RECORDS PROVIDED
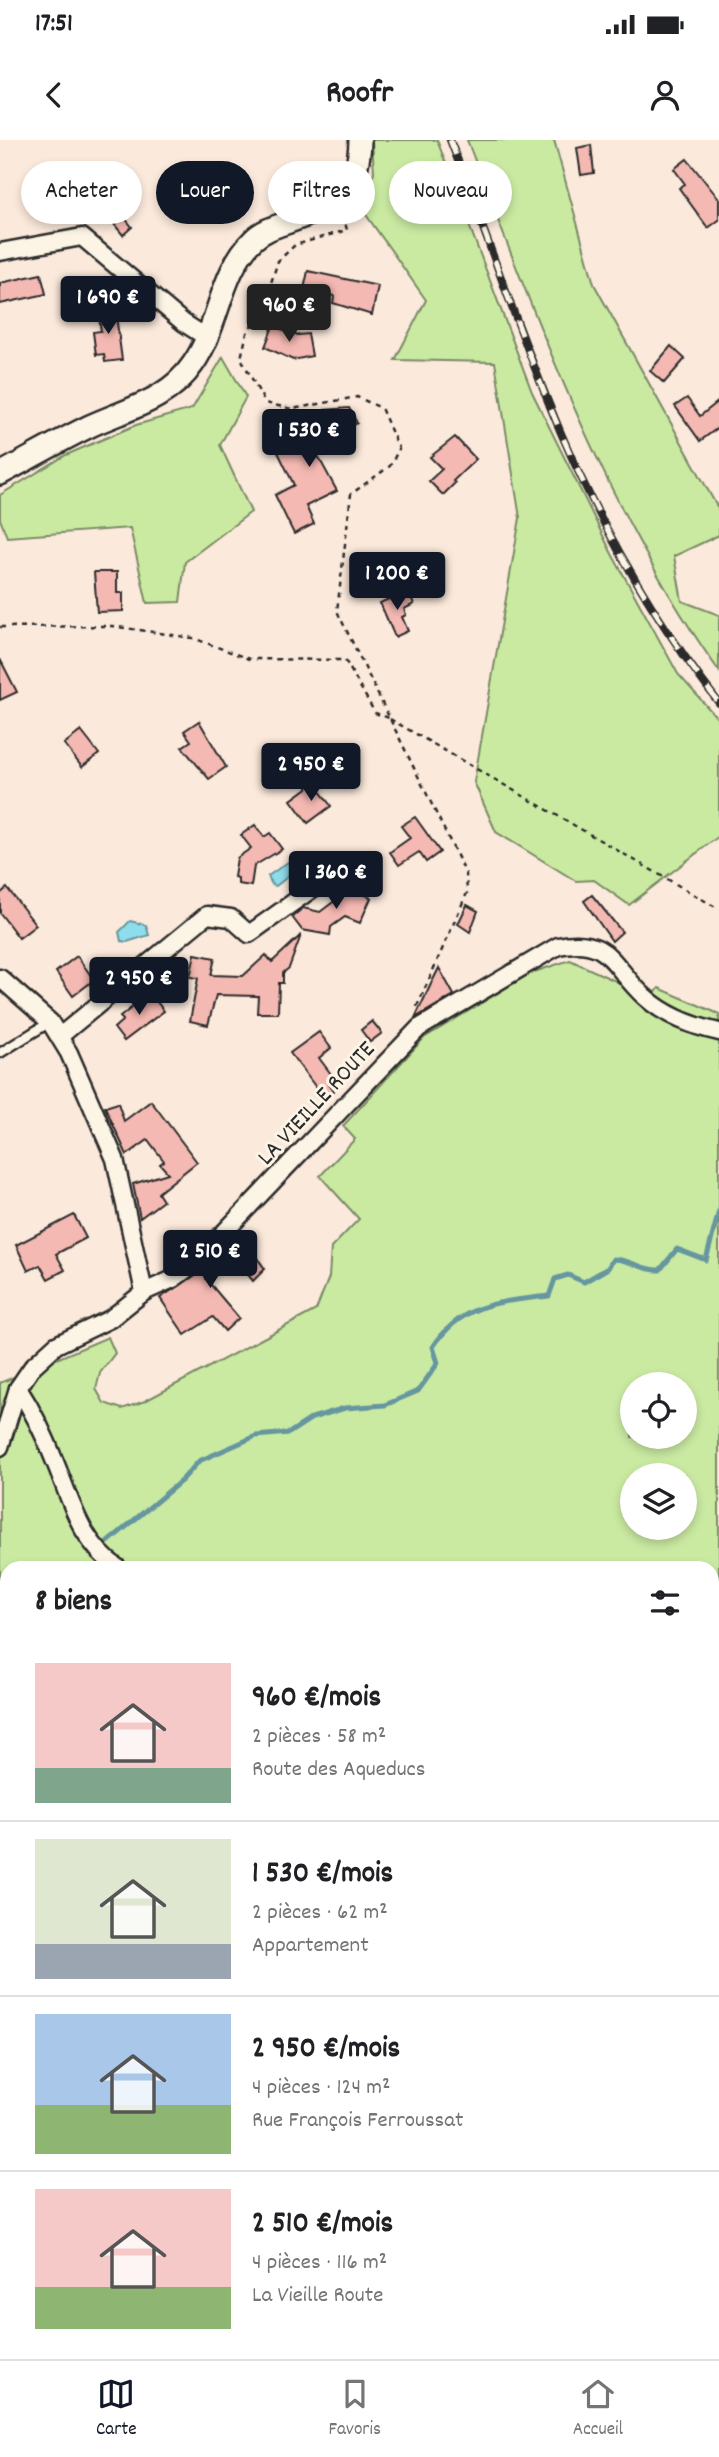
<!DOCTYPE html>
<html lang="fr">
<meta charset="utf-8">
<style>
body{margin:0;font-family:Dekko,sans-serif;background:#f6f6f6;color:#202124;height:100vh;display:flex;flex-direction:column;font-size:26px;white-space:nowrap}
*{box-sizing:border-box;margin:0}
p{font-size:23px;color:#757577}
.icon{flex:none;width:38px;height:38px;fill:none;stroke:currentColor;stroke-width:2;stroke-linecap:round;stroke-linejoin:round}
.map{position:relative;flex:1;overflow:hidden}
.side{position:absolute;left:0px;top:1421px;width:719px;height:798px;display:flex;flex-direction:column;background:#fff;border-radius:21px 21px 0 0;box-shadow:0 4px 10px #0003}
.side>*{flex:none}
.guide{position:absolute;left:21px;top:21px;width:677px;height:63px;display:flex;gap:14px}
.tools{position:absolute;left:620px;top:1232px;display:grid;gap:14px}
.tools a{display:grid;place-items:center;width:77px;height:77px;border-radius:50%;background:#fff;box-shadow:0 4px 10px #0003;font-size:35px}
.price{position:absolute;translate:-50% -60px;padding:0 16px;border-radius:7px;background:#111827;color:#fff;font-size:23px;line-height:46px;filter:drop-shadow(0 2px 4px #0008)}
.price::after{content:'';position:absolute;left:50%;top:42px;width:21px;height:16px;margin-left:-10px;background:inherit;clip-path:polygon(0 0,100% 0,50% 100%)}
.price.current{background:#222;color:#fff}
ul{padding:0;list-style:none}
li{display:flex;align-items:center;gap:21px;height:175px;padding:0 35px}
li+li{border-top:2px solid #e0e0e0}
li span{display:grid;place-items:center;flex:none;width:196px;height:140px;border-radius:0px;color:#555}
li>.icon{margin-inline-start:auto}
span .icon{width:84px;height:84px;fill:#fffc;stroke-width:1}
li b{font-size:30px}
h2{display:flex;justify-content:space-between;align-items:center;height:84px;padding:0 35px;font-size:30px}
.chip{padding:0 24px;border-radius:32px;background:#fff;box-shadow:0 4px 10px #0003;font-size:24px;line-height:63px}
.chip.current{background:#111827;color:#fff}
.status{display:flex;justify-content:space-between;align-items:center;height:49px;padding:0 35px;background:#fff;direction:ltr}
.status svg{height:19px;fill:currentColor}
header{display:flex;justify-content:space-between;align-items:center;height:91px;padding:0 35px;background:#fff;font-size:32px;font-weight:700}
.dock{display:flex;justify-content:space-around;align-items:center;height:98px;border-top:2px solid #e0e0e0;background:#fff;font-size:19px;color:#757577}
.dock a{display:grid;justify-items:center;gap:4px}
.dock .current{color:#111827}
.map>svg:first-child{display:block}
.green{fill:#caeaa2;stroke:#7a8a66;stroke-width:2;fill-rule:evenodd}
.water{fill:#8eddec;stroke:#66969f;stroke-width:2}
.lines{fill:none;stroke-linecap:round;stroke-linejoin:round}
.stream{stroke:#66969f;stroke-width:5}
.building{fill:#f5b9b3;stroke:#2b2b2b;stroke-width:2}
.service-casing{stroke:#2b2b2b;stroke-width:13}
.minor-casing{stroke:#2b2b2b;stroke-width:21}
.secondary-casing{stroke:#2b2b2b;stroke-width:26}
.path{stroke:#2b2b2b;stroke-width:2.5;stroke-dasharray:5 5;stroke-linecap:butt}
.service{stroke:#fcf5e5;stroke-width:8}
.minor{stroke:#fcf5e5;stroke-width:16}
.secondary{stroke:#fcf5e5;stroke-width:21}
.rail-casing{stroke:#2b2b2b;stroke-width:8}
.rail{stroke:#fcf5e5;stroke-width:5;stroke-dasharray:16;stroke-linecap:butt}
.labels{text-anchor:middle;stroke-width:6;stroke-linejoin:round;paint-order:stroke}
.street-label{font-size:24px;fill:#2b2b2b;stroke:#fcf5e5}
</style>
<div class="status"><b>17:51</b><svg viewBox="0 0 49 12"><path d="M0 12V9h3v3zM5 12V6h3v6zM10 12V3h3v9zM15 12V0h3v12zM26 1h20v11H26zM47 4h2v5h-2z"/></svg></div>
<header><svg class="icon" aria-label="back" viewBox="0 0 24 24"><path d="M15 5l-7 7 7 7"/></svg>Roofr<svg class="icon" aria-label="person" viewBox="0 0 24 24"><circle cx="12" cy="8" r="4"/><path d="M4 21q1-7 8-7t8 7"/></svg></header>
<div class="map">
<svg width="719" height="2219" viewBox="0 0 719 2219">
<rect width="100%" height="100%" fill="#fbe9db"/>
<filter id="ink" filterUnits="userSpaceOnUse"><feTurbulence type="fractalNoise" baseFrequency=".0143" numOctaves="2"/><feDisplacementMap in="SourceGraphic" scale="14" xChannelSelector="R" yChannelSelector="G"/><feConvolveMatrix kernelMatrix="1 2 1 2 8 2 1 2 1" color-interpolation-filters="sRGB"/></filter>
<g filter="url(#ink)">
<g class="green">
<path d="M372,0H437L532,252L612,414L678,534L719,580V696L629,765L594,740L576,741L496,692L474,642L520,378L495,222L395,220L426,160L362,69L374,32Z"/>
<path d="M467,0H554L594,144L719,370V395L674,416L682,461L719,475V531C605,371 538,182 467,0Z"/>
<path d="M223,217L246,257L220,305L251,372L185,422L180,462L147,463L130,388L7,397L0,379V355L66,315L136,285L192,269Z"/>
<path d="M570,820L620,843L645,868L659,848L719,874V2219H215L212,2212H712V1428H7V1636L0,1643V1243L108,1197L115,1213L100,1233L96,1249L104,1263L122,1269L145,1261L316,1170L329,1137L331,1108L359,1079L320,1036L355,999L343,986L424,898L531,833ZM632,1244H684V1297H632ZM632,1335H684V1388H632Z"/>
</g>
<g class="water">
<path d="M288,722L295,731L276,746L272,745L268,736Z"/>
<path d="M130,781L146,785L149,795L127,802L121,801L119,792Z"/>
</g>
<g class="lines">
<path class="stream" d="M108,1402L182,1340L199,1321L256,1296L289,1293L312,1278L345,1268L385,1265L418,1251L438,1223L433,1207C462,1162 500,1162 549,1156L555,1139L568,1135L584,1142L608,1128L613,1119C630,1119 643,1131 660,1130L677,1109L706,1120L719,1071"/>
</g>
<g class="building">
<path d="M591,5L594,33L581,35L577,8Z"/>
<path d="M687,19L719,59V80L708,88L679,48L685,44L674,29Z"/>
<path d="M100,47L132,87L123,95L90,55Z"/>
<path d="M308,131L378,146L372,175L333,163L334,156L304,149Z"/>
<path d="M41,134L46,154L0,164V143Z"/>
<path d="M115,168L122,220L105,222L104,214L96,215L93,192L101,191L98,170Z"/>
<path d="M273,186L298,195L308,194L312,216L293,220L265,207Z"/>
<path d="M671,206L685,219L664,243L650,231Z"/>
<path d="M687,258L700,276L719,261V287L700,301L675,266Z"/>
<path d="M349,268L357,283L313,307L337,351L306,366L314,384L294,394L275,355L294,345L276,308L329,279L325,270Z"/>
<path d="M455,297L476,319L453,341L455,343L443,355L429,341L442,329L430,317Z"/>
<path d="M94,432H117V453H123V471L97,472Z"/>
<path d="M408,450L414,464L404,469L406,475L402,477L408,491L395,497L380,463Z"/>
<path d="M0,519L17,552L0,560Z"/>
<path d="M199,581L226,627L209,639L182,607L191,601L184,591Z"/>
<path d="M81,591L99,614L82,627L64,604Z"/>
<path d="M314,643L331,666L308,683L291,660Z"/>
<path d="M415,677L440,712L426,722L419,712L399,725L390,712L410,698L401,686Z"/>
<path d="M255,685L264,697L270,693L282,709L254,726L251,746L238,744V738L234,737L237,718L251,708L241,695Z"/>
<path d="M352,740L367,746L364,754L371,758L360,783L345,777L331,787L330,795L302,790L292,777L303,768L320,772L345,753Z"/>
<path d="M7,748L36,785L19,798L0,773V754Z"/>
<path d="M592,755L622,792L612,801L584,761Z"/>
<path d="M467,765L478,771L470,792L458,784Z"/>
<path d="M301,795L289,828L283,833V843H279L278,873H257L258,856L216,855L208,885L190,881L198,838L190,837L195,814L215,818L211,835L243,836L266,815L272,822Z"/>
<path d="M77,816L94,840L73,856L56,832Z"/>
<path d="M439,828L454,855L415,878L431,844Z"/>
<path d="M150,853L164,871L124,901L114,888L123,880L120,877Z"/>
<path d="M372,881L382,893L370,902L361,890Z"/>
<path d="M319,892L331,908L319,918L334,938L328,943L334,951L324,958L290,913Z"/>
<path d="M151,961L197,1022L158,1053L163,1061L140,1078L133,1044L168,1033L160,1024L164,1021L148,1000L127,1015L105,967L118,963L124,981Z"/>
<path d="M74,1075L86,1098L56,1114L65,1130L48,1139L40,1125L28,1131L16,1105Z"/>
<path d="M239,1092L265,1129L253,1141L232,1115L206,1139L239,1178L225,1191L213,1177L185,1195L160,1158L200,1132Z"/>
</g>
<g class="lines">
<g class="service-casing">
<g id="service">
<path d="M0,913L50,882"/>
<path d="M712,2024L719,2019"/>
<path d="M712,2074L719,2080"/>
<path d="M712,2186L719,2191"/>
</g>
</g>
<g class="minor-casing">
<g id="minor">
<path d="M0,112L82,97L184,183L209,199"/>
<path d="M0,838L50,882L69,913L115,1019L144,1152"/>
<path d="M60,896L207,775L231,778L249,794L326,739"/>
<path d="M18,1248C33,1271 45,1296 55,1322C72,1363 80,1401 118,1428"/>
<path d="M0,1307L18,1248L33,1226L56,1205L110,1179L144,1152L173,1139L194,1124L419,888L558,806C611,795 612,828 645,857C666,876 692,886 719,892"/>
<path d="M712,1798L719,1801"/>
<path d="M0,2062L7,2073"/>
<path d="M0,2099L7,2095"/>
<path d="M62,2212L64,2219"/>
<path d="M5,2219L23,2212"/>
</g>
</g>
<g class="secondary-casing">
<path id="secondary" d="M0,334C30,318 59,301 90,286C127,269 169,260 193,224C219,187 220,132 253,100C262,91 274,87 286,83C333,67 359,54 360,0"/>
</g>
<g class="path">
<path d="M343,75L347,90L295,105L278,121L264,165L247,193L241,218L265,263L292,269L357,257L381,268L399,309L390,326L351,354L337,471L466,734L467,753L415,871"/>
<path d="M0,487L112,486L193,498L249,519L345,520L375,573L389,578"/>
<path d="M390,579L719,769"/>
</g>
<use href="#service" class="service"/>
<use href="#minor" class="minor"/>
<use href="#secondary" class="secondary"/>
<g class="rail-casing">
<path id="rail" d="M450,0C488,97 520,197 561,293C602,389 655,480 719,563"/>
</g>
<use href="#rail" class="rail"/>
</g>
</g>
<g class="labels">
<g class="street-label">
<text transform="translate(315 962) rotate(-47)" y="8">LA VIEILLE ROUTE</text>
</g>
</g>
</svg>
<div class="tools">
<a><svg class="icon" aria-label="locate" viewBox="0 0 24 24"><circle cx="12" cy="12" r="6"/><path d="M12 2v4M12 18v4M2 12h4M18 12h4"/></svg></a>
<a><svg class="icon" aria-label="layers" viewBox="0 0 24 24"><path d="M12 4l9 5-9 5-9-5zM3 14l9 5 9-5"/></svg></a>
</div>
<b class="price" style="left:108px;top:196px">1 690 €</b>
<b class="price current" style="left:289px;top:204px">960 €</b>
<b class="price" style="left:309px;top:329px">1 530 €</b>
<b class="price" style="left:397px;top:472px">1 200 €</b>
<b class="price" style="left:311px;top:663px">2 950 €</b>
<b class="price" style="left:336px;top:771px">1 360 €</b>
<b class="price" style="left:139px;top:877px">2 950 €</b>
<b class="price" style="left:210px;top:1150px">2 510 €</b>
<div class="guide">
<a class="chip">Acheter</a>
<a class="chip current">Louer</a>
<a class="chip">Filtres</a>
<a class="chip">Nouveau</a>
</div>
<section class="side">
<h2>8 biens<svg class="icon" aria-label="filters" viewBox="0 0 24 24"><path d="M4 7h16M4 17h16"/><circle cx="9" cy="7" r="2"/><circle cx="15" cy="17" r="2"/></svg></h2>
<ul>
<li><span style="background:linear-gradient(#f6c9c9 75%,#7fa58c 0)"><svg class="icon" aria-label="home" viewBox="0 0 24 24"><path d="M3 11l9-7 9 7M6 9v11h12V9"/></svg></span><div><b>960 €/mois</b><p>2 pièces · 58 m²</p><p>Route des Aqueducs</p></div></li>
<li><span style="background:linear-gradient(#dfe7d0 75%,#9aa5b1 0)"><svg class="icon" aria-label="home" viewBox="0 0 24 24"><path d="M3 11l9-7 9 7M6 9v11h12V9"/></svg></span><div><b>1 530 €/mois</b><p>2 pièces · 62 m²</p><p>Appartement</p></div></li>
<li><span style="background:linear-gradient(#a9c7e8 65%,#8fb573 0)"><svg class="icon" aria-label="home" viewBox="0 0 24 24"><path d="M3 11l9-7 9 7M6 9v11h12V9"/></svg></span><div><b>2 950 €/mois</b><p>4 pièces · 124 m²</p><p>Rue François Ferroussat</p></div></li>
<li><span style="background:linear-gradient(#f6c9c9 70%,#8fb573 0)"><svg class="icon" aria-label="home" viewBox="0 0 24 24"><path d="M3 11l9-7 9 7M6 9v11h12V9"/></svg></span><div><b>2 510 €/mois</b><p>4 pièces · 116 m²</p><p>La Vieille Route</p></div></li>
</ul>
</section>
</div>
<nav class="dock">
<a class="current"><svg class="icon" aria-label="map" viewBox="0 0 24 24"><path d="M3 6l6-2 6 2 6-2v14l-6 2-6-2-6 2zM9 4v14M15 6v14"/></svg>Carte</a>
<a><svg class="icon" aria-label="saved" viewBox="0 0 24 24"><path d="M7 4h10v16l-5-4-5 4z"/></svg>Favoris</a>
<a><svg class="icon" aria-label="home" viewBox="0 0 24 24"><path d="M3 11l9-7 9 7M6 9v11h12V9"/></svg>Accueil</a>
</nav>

TASK DIRECTIONS
If a line in the data above holds the string "linejoin", copy it.

RESPONSE FOR THIS EXERCISE
.icon{flex:none;width:38px;height:38px;fill:none;stroke:currentColor;stroke-width:2;stroke-linecap:round;stroke-linejoin:round}
.lines{fill:none;stroke-linecap:round;stroke-linejoin:round}
.labels{text-anchor:middle;stroke-width:6;stroke-linejoin:round;paint-order:stroke}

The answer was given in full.